Data records:
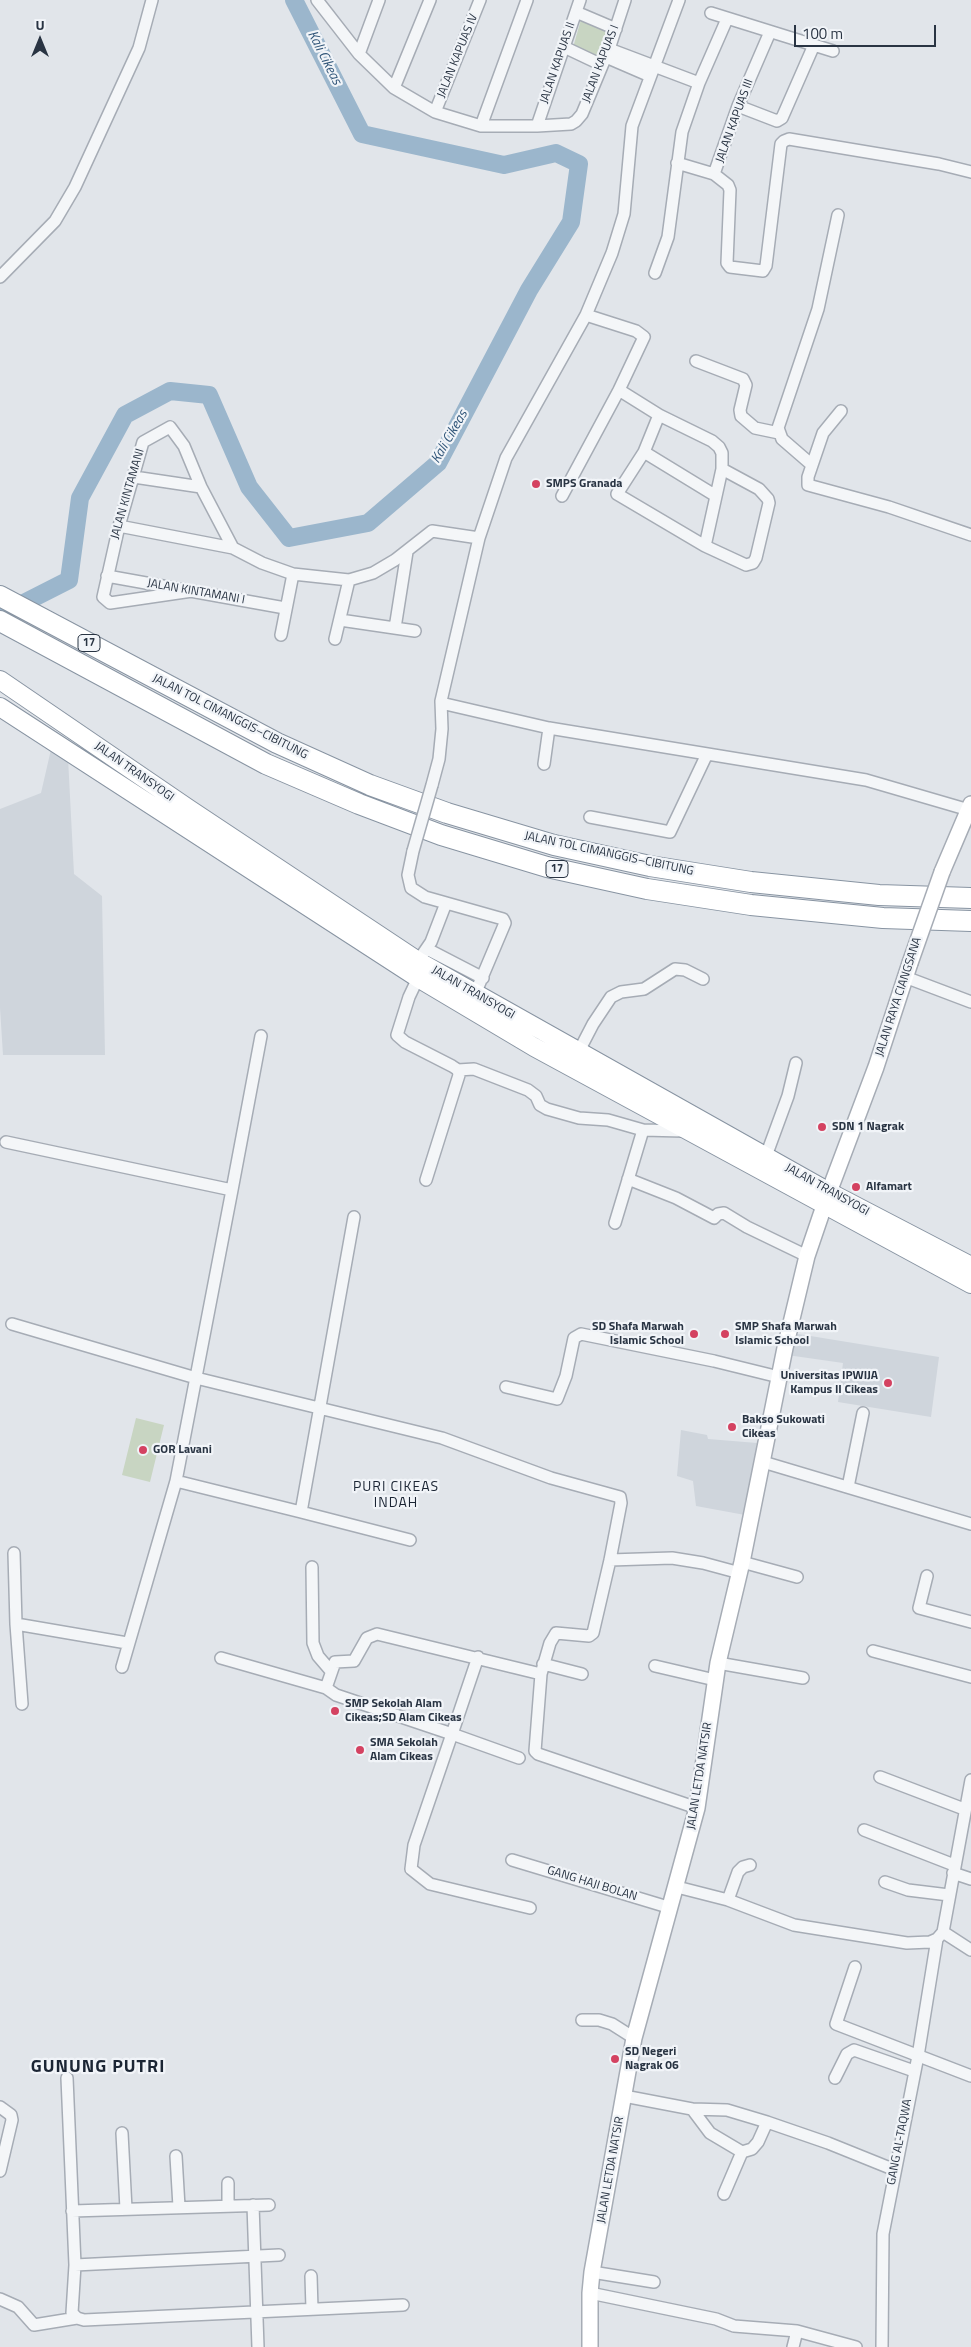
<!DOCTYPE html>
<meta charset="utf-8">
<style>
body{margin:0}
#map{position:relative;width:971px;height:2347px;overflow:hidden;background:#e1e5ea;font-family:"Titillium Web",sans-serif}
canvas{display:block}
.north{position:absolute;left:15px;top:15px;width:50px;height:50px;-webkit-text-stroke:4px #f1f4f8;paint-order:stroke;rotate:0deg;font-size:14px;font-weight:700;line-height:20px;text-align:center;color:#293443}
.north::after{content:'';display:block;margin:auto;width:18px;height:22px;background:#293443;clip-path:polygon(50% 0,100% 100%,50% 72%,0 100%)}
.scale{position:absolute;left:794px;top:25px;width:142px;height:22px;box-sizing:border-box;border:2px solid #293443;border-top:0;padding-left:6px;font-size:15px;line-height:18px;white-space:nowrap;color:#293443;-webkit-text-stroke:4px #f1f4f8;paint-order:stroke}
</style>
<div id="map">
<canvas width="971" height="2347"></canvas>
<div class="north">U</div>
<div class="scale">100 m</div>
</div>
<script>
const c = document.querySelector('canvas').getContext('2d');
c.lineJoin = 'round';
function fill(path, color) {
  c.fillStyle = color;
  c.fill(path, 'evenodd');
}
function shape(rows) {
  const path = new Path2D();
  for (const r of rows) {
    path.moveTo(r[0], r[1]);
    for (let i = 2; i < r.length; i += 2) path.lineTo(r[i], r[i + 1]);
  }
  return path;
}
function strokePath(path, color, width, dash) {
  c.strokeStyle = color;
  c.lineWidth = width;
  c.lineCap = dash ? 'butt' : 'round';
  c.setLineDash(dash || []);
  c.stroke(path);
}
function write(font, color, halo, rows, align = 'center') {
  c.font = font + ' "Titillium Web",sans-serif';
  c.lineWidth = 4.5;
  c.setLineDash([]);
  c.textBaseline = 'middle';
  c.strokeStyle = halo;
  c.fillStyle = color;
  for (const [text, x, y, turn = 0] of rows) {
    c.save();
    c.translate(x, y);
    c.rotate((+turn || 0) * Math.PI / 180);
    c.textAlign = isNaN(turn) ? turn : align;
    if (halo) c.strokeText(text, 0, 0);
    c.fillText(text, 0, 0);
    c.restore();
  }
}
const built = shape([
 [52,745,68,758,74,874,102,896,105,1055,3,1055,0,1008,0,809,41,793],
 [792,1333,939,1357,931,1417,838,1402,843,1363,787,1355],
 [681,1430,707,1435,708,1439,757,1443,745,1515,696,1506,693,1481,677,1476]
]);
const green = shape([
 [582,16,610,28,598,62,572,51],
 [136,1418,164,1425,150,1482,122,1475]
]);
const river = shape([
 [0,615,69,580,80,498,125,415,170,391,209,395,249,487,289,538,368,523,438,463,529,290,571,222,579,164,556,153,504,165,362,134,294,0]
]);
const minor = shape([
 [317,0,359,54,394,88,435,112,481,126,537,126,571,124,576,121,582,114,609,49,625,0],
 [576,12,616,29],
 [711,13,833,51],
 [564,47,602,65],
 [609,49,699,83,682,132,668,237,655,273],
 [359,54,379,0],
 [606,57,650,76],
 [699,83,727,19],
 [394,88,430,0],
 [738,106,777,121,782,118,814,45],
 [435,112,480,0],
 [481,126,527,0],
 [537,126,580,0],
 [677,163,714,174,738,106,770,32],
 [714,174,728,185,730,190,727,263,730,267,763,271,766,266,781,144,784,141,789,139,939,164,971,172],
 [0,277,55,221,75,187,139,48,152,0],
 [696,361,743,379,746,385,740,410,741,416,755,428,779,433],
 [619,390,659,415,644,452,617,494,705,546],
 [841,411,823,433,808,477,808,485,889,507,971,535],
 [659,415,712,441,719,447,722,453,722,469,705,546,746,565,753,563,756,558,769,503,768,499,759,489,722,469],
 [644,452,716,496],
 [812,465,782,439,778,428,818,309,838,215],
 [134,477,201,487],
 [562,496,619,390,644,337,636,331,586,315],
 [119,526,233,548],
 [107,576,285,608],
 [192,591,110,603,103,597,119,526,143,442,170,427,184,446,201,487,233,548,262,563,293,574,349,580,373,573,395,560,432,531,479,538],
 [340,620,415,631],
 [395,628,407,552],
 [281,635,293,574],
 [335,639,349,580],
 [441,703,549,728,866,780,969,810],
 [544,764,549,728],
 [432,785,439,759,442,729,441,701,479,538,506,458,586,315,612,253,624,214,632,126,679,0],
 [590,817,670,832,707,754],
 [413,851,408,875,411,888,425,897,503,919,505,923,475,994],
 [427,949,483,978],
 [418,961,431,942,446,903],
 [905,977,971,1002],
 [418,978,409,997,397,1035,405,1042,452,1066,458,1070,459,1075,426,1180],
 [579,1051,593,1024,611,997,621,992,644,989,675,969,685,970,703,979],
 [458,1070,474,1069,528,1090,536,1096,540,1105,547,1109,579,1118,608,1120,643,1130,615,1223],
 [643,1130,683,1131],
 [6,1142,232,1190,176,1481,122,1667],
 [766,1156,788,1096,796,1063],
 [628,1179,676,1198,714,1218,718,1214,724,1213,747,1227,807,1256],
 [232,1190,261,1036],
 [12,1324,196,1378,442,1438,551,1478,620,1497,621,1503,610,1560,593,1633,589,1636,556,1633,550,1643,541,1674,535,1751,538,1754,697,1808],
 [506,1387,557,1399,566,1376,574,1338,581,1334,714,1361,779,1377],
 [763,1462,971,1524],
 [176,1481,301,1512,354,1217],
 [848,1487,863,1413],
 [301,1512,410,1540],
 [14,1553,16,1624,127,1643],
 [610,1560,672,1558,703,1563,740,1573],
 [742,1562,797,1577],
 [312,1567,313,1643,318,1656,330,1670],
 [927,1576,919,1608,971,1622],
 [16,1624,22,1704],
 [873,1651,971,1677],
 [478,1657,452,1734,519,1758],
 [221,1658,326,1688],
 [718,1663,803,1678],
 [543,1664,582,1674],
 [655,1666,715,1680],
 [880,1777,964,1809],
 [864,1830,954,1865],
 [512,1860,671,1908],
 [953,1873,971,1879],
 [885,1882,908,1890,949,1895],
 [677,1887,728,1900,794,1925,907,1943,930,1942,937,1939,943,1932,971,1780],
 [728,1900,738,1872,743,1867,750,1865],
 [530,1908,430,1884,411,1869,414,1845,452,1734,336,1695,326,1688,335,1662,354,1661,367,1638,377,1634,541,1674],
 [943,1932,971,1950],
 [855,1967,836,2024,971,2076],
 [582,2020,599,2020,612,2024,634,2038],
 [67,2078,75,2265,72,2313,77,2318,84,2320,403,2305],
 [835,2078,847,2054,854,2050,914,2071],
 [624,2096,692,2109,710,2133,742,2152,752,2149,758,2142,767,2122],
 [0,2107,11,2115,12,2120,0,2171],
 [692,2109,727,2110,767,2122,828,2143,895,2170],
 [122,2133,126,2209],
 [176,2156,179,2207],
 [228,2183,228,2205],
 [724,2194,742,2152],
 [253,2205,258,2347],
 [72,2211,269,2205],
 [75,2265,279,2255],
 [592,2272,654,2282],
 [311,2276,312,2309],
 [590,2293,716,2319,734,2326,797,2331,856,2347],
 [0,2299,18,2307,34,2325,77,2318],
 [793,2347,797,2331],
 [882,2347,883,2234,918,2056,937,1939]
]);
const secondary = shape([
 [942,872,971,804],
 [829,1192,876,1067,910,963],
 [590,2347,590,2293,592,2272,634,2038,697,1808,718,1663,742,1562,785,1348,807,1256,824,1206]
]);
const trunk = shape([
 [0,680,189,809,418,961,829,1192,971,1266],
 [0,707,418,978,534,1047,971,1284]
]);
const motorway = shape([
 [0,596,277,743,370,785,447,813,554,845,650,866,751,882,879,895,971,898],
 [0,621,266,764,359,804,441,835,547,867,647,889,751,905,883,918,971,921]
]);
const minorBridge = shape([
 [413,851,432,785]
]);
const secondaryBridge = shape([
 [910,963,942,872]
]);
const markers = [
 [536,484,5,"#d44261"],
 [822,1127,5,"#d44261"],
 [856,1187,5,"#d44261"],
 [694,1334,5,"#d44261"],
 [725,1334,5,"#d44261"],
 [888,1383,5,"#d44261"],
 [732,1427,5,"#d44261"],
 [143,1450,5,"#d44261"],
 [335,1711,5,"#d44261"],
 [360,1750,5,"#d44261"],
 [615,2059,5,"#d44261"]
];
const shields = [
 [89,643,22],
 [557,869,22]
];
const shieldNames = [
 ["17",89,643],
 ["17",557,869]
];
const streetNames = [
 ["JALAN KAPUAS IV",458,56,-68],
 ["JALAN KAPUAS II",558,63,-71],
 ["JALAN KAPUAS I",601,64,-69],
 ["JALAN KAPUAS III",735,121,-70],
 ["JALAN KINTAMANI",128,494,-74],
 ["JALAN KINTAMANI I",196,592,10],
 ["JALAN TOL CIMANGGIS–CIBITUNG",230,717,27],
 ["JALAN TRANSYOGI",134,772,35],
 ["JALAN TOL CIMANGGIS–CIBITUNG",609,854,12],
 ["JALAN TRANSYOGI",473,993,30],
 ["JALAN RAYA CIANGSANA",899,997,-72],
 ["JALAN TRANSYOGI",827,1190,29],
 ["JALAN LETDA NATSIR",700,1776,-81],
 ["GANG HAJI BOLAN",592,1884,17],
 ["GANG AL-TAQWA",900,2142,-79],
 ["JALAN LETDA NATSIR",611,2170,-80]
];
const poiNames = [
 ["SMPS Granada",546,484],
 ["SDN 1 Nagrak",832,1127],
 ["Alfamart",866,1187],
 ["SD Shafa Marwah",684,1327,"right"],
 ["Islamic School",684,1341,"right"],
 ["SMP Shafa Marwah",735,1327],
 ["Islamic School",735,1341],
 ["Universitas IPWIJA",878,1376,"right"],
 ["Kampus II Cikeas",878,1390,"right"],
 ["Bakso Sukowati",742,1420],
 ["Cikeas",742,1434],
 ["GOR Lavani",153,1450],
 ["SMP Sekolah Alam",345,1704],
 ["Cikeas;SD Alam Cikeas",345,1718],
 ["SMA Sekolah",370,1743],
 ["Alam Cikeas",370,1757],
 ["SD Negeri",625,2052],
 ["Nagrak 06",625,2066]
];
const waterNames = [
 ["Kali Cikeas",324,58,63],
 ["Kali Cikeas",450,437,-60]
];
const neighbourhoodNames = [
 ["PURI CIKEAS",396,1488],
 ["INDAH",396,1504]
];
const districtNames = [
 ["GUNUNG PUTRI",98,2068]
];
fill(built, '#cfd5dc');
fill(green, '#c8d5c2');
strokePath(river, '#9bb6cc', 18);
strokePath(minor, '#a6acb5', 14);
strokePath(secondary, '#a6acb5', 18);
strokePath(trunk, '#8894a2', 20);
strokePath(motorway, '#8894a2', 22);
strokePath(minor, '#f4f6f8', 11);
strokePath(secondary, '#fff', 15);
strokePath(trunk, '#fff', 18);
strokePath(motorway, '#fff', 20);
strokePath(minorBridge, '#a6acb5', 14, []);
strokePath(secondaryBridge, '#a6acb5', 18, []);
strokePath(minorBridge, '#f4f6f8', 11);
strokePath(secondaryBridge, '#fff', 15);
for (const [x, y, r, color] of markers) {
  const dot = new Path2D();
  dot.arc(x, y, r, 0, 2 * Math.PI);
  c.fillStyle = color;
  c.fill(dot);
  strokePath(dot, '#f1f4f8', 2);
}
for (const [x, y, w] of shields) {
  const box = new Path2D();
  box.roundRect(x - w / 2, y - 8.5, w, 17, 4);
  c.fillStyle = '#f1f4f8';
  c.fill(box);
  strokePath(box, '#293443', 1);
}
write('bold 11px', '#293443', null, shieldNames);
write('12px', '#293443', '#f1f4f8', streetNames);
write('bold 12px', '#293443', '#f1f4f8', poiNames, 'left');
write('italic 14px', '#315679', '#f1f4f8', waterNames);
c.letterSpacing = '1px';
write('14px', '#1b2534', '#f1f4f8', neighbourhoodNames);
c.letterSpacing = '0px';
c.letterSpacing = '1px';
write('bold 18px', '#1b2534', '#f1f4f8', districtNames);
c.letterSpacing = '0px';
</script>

What the task asks:
For each line of the entries that includes "shape", show that line.

Your solution:
function shape(rows) {
const built = shape([
const green = shape([
const river = shape([
const minor = shape([
const secondary = shape([
const trunk = shape([
const motorway = shape([
const minorBridge = shape([
const secondaryBridge = shape([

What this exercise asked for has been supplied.